◆ **Assigned task**
Give back, exactly as written, the lines from the first line of the data below through the line with "2px #ced0ce) drop-shadow(0", and omit the pictures.
* * * *
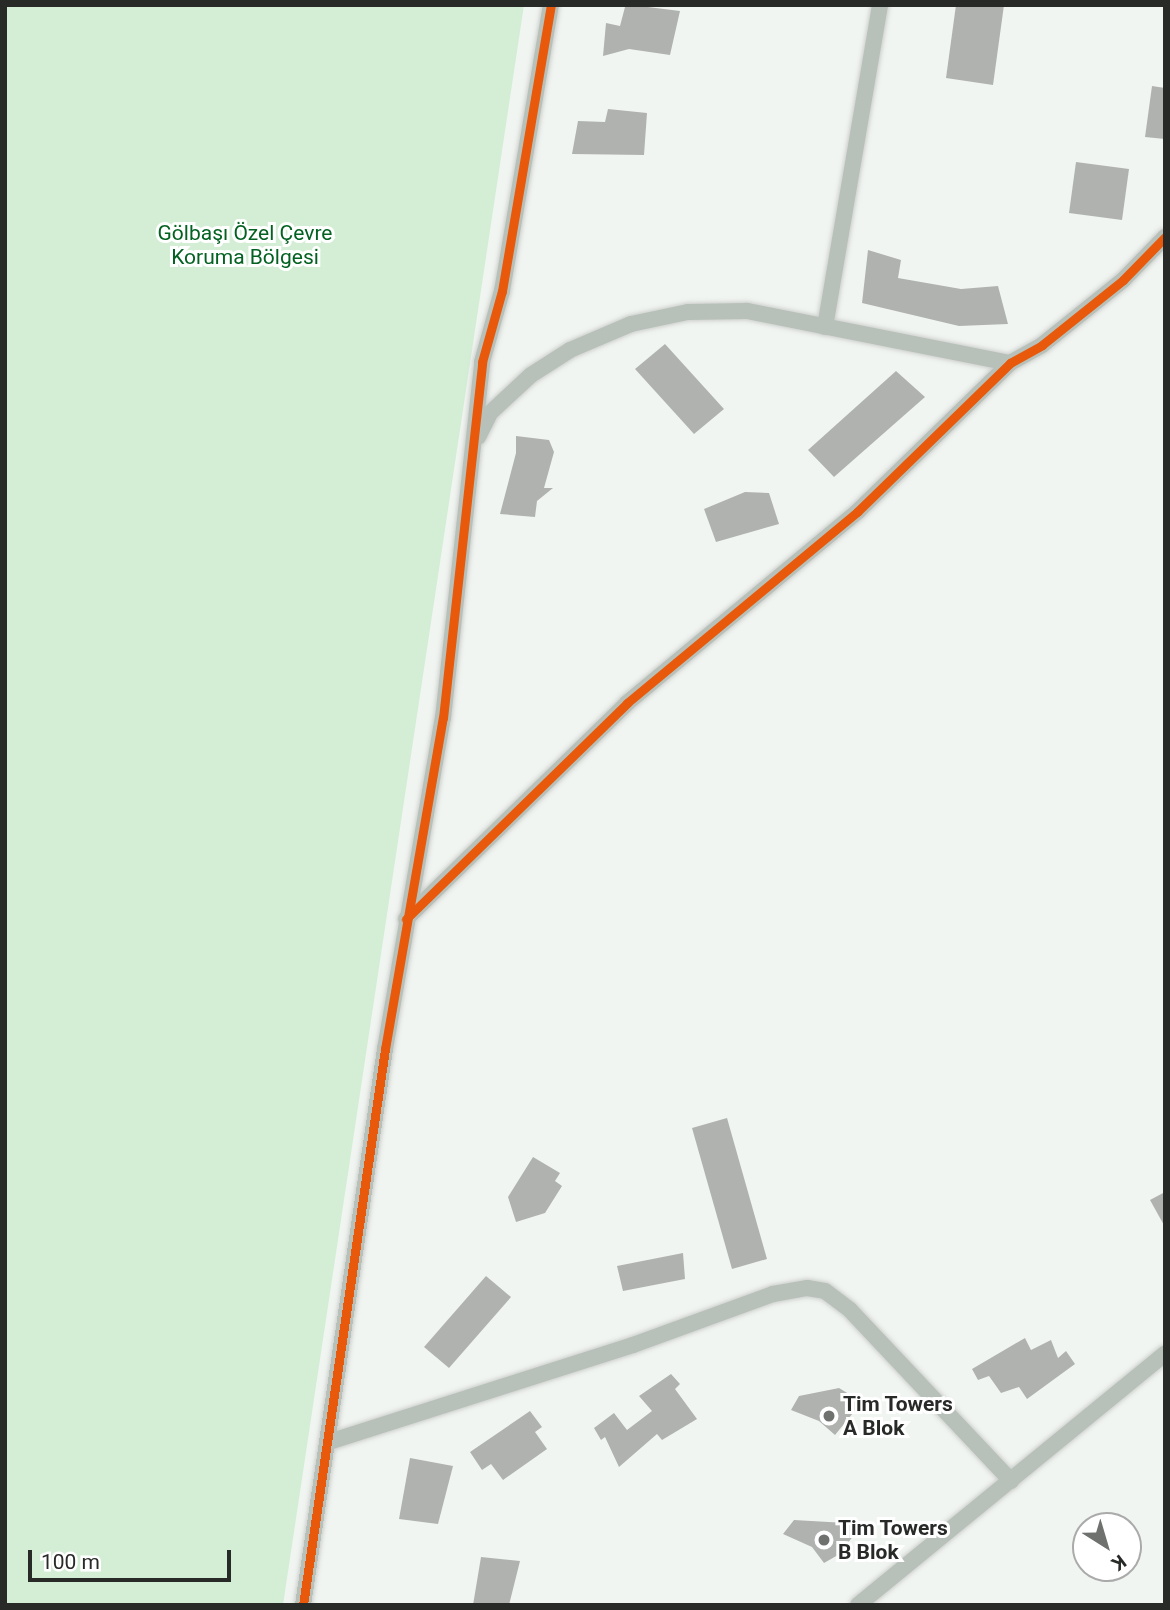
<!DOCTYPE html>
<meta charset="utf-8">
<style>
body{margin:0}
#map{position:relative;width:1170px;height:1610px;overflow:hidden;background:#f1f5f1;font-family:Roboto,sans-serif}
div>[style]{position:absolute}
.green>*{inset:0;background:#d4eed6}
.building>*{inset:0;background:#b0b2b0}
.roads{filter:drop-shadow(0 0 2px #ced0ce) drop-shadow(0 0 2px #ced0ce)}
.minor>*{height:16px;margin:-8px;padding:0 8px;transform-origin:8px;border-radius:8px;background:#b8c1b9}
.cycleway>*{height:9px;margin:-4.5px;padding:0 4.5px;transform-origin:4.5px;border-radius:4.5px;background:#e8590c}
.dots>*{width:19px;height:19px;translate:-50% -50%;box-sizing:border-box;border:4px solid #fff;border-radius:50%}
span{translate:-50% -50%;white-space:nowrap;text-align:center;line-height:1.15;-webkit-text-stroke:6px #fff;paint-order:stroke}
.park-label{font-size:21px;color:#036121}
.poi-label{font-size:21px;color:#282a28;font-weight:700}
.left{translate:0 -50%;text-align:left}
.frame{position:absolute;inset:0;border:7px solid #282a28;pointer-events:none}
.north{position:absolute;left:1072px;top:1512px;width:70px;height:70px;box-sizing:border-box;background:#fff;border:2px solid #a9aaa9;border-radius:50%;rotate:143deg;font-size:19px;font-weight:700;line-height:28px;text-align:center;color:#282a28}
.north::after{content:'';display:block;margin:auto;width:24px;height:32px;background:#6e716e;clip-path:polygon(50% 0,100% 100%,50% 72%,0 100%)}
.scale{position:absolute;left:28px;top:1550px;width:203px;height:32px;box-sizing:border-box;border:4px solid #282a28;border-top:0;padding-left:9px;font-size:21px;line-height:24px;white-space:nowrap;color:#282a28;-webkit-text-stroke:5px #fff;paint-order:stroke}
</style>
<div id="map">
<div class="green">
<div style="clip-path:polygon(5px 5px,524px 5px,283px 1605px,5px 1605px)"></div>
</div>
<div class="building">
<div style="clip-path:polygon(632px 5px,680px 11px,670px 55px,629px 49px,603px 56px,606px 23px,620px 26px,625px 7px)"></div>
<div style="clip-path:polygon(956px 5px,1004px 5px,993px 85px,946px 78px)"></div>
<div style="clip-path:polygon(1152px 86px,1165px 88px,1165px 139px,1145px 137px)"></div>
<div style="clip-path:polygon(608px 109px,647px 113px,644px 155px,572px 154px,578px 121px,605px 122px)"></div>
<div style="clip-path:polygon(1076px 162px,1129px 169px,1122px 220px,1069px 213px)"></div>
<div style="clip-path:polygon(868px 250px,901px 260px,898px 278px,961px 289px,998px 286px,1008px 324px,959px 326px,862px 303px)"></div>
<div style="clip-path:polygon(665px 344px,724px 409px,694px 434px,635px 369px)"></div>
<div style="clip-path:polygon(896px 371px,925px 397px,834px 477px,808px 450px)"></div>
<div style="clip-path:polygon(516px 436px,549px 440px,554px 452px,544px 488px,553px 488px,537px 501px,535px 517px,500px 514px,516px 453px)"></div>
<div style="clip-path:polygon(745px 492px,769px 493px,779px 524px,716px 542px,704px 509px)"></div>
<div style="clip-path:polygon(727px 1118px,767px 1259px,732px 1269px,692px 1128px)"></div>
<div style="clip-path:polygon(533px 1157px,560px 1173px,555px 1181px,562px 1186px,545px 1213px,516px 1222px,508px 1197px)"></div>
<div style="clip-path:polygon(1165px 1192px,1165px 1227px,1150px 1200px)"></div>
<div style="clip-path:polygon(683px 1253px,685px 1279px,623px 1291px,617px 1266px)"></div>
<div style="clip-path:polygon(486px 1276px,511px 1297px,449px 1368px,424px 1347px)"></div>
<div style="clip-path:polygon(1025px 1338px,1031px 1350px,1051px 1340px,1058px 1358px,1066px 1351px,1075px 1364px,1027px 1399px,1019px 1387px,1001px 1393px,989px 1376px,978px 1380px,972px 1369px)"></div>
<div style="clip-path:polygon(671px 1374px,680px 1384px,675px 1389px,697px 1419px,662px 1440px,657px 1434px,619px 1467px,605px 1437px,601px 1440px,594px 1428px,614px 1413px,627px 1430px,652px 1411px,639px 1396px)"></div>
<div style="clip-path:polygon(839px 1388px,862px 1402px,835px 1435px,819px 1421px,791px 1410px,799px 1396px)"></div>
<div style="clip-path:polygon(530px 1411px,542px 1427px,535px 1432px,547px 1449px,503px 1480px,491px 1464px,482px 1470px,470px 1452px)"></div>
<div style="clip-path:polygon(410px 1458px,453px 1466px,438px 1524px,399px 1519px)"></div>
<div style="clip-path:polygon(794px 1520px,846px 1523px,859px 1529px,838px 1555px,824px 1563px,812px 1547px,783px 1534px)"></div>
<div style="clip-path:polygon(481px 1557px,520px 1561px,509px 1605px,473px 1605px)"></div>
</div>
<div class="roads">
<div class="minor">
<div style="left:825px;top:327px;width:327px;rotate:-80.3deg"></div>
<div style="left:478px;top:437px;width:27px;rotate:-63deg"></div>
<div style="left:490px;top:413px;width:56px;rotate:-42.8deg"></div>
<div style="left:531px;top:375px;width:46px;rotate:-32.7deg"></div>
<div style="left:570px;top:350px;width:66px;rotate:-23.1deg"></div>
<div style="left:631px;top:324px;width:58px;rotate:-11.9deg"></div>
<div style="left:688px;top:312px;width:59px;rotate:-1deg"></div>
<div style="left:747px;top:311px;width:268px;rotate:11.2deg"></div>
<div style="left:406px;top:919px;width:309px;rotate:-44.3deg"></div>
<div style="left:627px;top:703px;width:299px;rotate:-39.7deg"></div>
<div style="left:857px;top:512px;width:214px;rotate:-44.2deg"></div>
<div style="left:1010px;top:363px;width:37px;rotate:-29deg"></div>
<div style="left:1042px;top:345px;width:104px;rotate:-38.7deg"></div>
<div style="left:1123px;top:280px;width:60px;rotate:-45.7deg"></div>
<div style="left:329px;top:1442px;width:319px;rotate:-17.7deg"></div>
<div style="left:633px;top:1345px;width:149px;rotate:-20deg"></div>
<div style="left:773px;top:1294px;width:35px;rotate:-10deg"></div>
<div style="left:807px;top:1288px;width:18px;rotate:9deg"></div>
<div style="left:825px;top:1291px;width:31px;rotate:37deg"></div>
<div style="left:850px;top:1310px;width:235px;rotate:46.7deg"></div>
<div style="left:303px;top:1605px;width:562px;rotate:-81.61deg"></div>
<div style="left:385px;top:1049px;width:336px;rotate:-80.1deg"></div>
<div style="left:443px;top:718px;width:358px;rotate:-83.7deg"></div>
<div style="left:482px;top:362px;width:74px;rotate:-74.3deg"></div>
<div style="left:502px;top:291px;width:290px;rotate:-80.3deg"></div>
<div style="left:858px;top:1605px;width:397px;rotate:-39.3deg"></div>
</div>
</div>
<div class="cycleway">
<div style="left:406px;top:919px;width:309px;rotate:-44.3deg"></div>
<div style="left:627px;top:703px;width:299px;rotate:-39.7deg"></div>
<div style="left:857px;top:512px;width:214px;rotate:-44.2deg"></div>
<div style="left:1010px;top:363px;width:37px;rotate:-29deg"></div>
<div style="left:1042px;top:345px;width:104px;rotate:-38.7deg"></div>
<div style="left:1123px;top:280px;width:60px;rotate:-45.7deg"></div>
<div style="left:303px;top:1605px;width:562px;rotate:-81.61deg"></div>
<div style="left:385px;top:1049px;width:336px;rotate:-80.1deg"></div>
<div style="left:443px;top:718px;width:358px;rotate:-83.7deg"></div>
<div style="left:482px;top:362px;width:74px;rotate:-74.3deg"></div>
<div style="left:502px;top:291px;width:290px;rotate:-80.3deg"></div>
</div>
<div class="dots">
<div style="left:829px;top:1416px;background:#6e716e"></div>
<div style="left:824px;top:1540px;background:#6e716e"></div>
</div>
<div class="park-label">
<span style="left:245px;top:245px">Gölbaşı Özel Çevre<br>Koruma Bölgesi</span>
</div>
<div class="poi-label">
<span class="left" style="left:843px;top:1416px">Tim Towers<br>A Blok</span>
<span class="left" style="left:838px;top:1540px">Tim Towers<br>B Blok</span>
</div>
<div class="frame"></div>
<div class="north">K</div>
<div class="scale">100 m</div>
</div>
* * * *
◆ **Task solution**
<!DOCTYPE html>
<meta charset="utf-8">
<style>
body{margin:0}
#map{position:relative;width:1170px;height:1610px;overflow:hidden;background:#f1f5f1;font-family:Roboto,sans-serif}
div>[style]{position:absolute}
.green>*{inset:0;background:#d4eed6}
.building>*{inset:0;background:#b0b2b0}
.roads{filter:drop-shadow(0 0 2px #ced0ce) drop-shadow(0 0 2px #ced0ce)}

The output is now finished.